I saw this, and i decided to recreate it without looking at source code. I started rust today because i wanted to learn lower level languages unlike my python, lua, html css and javascript knowledge.
use std::io::{self, Write};
pub fn input(prompt: &str) -> String {
print!("{}", prompt);
io::stdout().flush().unwrap();
let mut line = String::new();
io::stdin().read_line(&mut line).unwrap();
line.trim().to_string()
}
Explanation of Changes
use std::io::{self, Write}; brings the io module into scope so you can write io::stdout() instead of std::io::stdout(). It also imports the Write trait, which provides methods like .flush() and .write_all.

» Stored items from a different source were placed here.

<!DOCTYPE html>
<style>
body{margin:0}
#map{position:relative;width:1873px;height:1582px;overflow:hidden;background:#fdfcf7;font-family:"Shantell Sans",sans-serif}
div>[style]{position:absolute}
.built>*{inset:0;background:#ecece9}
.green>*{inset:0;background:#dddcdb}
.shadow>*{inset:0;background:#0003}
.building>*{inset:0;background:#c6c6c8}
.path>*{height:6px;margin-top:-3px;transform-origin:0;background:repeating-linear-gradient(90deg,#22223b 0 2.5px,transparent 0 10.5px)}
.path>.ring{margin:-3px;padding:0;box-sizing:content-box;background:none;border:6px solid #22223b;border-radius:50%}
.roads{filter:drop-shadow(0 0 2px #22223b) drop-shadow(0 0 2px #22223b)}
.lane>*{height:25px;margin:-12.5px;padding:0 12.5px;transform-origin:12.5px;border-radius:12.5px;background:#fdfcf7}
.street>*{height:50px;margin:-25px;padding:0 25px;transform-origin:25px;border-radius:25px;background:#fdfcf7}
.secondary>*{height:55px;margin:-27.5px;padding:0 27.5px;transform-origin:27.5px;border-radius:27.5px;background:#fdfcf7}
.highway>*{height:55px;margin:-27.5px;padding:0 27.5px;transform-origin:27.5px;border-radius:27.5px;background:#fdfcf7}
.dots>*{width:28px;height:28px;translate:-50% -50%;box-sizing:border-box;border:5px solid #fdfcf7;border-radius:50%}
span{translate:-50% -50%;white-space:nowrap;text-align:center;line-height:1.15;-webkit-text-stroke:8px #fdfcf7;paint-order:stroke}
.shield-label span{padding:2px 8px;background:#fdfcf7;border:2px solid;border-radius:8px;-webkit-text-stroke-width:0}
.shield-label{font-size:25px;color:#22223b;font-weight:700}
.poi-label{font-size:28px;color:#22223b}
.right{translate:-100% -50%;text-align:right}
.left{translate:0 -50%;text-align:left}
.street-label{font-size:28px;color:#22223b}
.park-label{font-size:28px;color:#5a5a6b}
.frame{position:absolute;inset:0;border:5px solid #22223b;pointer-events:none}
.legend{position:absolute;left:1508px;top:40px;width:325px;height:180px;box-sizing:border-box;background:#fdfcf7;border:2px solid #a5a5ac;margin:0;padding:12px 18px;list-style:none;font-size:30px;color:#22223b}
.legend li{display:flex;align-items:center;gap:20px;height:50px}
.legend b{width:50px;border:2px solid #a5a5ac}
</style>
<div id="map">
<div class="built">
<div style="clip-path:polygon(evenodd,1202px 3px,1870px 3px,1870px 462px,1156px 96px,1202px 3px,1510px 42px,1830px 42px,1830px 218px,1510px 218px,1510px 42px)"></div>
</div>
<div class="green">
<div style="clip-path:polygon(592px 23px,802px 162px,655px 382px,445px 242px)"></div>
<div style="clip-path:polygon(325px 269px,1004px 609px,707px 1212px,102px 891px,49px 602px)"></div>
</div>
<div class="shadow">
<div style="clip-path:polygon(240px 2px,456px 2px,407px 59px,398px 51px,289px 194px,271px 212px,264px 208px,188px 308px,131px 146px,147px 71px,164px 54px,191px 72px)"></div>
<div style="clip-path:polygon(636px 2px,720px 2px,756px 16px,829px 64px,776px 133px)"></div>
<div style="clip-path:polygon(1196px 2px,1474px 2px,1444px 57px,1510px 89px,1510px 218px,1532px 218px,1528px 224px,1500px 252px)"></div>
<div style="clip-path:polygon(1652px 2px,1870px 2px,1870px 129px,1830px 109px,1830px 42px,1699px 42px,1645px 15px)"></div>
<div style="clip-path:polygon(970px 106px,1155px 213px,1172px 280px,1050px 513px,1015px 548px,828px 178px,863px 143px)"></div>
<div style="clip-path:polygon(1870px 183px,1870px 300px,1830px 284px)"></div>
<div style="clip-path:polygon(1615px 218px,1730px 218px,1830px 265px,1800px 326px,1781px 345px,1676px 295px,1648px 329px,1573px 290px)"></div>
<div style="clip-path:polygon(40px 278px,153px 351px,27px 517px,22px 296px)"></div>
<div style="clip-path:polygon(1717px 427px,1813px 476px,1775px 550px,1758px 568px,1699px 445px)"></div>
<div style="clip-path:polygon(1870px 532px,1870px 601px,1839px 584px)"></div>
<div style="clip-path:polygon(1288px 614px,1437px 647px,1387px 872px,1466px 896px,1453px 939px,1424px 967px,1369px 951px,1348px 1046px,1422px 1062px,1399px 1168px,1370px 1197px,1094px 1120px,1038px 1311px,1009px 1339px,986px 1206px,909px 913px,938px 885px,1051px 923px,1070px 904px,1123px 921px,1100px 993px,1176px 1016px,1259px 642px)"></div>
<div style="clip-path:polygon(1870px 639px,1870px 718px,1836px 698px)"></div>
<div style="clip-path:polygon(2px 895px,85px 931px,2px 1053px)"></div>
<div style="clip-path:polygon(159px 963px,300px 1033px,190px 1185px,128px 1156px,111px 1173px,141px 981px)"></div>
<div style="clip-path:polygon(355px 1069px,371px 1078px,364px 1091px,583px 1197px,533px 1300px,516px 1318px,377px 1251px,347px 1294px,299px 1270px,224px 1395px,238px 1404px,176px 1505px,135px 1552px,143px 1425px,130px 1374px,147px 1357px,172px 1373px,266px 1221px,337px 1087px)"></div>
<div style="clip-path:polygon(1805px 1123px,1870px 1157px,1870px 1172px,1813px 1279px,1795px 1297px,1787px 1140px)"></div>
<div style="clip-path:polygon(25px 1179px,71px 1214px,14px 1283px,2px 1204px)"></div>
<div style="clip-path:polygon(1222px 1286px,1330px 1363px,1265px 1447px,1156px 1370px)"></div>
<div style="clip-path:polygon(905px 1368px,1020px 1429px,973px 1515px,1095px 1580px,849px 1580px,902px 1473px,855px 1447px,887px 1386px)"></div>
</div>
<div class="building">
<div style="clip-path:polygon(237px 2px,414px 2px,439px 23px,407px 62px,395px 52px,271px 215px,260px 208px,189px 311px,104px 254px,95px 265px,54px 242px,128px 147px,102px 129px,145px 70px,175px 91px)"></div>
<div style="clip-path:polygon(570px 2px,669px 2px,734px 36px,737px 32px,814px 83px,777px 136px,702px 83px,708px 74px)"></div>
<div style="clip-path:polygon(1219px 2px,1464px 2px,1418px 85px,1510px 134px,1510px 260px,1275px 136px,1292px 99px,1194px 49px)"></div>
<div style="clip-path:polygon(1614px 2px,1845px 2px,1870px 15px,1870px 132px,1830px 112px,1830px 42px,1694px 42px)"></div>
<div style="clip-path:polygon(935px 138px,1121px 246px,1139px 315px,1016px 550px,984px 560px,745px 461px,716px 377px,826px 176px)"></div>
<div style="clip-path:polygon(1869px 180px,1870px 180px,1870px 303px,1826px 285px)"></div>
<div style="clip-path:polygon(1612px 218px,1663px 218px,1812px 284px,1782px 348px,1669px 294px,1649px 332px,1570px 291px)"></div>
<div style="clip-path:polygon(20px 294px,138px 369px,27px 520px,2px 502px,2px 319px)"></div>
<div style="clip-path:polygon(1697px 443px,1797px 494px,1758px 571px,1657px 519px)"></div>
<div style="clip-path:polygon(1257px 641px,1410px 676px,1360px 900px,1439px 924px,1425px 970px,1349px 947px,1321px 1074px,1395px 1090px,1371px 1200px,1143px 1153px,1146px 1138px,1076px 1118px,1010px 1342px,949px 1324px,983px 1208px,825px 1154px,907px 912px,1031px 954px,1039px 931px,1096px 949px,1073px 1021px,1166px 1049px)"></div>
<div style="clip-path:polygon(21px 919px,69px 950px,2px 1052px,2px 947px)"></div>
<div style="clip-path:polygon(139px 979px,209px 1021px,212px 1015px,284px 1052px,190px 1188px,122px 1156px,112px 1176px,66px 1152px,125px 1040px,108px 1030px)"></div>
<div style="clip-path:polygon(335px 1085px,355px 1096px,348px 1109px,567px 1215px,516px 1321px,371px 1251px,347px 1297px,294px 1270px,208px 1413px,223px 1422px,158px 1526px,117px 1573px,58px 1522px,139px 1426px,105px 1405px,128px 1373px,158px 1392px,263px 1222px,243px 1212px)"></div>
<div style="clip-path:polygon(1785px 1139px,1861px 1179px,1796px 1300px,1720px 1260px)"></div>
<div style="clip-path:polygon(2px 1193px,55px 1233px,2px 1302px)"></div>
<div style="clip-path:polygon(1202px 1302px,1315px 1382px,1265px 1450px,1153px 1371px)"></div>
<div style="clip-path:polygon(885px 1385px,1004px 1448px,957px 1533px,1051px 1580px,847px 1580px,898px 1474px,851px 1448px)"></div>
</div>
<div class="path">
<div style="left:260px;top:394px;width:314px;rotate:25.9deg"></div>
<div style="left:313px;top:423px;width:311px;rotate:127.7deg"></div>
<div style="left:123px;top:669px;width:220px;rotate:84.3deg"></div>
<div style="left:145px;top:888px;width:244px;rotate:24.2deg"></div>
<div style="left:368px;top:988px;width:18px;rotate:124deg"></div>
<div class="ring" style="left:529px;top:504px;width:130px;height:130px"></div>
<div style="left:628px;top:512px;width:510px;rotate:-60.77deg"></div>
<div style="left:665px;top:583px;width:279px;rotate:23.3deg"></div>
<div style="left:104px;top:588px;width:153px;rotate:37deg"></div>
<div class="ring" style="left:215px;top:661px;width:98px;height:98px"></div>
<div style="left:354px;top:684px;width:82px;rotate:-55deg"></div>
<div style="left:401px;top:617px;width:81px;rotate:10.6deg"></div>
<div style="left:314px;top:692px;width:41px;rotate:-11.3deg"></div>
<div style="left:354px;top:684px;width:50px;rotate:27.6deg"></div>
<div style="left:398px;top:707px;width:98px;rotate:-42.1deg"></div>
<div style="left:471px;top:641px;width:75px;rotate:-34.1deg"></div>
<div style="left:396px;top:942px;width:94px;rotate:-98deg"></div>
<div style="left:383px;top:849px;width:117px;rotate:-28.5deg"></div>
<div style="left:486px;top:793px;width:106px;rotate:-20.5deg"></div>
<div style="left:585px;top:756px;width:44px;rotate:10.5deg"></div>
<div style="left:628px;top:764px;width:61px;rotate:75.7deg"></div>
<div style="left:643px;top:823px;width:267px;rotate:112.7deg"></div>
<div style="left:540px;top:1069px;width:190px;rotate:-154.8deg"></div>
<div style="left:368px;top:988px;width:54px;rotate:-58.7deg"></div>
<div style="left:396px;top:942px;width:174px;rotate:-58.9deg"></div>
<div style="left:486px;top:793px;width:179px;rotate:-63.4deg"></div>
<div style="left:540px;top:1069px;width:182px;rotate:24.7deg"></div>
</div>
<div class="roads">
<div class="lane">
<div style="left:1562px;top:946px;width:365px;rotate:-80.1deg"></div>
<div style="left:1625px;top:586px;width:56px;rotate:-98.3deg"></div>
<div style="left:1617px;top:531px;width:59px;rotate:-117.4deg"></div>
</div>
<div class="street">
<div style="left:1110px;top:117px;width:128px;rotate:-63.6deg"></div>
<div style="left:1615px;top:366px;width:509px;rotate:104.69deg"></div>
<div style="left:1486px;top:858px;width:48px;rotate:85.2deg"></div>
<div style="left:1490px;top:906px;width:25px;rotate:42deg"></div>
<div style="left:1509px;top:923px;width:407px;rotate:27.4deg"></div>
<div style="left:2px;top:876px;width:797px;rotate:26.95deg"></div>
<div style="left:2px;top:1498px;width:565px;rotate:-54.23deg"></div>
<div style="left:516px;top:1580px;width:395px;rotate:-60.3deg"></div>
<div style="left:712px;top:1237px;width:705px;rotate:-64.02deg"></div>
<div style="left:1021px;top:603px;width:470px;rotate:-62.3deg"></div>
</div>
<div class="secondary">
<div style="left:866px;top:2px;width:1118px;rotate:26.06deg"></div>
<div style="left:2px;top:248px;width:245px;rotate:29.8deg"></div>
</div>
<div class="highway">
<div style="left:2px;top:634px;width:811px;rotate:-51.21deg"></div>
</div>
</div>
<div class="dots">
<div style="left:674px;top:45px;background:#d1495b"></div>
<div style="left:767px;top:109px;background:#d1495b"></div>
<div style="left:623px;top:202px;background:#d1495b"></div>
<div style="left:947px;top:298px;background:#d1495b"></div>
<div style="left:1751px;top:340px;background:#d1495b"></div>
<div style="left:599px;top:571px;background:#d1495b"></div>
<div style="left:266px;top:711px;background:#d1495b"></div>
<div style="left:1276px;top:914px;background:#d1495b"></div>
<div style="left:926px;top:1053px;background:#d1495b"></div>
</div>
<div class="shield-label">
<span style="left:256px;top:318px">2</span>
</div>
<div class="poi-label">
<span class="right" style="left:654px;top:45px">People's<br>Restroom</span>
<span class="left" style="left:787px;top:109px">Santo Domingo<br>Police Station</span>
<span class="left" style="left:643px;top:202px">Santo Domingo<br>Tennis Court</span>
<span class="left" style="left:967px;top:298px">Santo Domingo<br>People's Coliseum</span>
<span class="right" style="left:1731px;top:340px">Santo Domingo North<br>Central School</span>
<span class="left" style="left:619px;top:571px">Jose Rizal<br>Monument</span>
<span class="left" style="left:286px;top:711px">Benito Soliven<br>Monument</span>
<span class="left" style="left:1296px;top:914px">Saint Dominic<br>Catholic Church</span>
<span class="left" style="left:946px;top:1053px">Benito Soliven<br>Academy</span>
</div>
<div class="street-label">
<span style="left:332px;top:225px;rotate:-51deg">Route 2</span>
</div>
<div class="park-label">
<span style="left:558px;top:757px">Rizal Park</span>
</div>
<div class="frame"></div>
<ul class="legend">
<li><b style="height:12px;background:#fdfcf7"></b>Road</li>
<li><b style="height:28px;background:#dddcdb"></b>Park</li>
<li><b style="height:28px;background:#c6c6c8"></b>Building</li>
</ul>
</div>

Changed string to prompt as it's more descriptive and accurate
Use the print! macro instead of println! so the input is typed on the same line as the prompt
Use io::stdout().flush() to flush output, which prints it immediately, as Rust buffers output. .unwrap() is used here to handle the Result returned by flush(). if flushing fails, it will panic and stop the program
Remove the String type from line and line.clear() as let mut line = String::new() creates a totally new empty String.

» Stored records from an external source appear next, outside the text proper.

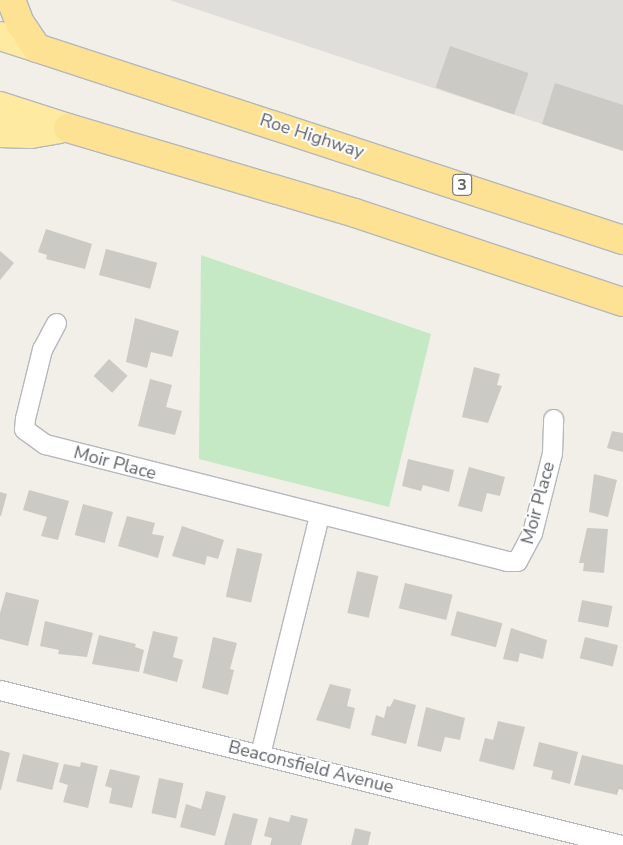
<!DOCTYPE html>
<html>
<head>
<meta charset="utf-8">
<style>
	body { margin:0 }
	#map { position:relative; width:623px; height:845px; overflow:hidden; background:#f1efe8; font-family:"Nunito Sans",sans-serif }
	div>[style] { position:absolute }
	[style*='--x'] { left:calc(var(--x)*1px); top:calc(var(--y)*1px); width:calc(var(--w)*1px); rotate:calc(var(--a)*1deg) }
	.industrial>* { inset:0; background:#e0deda }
	.green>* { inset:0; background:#c5e8c5 }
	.building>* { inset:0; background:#cccac5; transform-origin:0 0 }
	.roads { filter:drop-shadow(1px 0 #b5b8bc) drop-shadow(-1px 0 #b5b8bc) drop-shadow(0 1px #b5b8bc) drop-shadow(0 -1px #b5b8bc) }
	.minor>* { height:19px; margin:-9.5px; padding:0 9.5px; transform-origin:9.5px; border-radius:9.5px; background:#fff }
	.trunk>* { height:28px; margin:-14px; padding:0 14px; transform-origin:14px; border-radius:14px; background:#feeaa1 }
	.motorway>* { height:28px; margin:-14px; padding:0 14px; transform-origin:14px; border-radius:14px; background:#fde293 }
	span { translate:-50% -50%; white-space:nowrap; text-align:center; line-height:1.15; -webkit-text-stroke:4px #fff; paint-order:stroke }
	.shield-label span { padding:1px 4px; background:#fff; border:1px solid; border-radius:4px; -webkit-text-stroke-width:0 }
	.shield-label { font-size:16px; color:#5f6368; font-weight:700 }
	.street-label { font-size:18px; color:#5f6368 }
</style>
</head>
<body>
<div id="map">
	<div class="industrial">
		<div style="clip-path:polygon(170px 0,623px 0,623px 151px,193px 8px)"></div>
	</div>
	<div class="green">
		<div style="clip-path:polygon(201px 255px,431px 334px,389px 507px,199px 459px)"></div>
	</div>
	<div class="building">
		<div style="left:450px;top:46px;width:83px;height:44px;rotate:19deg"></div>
		<div style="clip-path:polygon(555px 83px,623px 105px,623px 151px,542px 124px)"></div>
		<div style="clip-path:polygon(46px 229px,92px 244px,85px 269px,46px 259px,47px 255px,38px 252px)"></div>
		<div style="left:106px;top:249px;width:53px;height:27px;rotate:15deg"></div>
		<div style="clip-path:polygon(0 251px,14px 263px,0 280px)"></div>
		<div style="clip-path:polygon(135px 318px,179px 331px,172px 357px,151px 352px,147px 368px,126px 362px)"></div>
		<div style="left:109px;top:359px;width:25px;height:23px;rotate:42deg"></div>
		<div style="clip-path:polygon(474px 367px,500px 374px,497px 385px,502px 386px,488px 423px,462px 417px)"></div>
		<div style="clip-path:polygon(150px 379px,172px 385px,166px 407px,182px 411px,175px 435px,138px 426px)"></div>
		<div style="clip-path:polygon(612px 431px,623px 433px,623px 452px,607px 448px)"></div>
		<div style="clip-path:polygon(408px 459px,454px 470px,449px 492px,423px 485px,421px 491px,402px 486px)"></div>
		<div style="clip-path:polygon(469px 467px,505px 477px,500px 496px,487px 493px,482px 512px,458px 506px)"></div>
		<div style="clip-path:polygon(594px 474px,617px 480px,608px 517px,589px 512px)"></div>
		<div style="clip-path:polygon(29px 490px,69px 501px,58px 540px,41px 536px,47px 517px,23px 510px)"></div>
		<div style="clip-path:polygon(0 492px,7px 494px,1px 516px,0 516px)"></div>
		<div style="left:83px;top:504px;width:31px;height:32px;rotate:15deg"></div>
		<div style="clip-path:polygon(127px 516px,155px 523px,152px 534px,164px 536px,158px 558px,118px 546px)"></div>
		<div style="clip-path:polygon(182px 526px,224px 540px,218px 559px,207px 556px,205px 565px,172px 556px)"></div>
		<div style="clip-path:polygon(587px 528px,608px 529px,604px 573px,583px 571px,584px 563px,579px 563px)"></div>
		<div style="left:237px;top:548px;width:26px;height:50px;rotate:13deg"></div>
		<div style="left:357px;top:571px;width:22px;height:43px;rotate:13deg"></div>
		<div style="left:405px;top:583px;width:49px;height:26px;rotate:14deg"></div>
		<div style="clip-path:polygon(6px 592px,39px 600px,28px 646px,0 639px,0 613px)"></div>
		<div style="left:582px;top:600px;width:31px;height:22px;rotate:11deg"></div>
		<div style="left:457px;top:611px;width:47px;height:25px;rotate:15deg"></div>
		<div style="clip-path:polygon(45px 621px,93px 633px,87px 657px,58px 654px,59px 650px,40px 646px)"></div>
		<div style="clip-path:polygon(511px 628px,547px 640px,543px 659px,520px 653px,518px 662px,503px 659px)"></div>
		<div style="clip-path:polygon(153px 631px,178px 637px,173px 657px,183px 660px,177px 682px,143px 673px)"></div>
		<div style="clip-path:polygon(99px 635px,136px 644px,135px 647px,144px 650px,139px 672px,92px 664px)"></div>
		<div style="clip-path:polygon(213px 637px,237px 643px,230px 669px,234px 670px,228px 695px,202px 688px)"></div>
		<div style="left:585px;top:637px;width:34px;height:22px;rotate:14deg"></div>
		<div style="clip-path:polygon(330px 684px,351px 689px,347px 706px,355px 708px,350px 729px,316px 720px)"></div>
		<div style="clip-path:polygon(394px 699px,416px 705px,406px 744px,371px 735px,376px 715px,384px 718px,387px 706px,390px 707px)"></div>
		<div style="clip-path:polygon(426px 707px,465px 718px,460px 740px,445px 737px,441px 752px,417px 746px)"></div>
		<div style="clip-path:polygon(498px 721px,525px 727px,514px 770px,479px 761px,485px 738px,493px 740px)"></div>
		<div style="clip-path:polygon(539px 742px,578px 752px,570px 784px,551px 779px,553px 771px,533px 766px)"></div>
		<div style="clip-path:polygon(0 750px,10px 753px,1px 790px,0 790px)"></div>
		<div style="left:23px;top:754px;width:37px;height:28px;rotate:14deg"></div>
		<div style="clip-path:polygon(582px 755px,623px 765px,623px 790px,619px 789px,617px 795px,574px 785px)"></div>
		<div style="clip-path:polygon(81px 762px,98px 766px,88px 808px,63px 802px,68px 785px,59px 782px,64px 764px,80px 767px)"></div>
		<div style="clip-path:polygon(110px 769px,140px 776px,132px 808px,109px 803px,112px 788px,105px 786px)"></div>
		<div style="left:159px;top:778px;width:25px;height:36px;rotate:12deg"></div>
		<div style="clip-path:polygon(206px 791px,226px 796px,215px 836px,180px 827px,186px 804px,201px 809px)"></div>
		<div style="clip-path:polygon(233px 813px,258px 819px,251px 845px,224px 845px)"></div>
		<div style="clip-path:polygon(291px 815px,308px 819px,301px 845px,270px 845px,272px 838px,264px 836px,269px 817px,289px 822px)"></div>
		<div style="clip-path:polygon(355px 828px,371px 832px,368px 845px,351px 845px)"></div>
	</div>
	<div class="roads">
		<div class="minor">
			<div style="--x:56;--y:323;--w:30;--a:118"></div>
			<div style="--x:42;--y:349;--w:71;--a:103.8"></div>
			<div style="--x:25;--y:418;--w:11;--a:95"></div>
			<div style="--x:24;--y:429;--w:26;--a:36"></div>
			<div style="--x:45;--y:444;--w:476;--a:14.2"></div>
			<div style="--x:506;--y:561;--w:11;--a:0"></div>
			<div style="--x:517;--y:561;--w:32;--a:-62"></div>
			<div style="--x:532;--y:533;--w:82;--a:-76"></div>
			<div style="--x:552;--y:453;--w:34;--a:-88"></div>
			<div style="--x:0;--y:690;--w:640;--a:14.01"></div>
			<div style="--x:260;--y:754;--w:245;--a:-76.1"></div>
		</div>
		<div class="trunk">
			<div style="--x:0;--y:36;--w:39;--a:18"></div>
			<div style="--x:0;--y:106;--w:71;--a:17.9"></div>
			<div style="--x:0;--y:133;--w:31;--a:2"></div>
			<div style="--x:31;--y:134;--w:28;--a:-10"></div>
		</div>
		<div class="motorway">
			<div style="--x:11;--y:0;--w:25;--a:69"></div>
			<div style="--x:20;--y:23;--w:30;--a:56"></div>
			<div style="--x:37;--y:48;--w:617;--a:18.14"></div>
			<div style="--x:68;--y:128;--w:299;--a:16.5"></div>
			<div style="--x:355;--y:213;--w:282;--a:18.4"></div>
		</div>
	</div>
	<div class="shield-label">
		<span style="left:462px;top:185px">3</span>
	</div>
	<div class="street-label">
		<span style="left:312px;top:136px;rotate:18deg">Roe Highway</span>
		<span style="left:115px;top:463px;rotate:15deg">Moir Place</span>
		<span style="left:538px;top:503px;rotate:-75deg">Moir Place</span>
		<span style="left:311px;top:767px;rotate:14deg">Beaconsfield Avenue</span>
	</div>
</div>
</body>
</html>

return isn't needed as Rust allows expression-based returns.
line.trim() trims the line and returns a borrowed string slice (&str). .to_string() converts the &str returned by .trim() into an owned String, which is necessary as the function returns a String, not a &str.
You're probably right that python's input doesn't trim normally. I wasn’t really aiming to match python’s behavior exactly, I was just trying to improve the original Rust code a bit. Personally, I think trimming input makes sense in most cases anyway.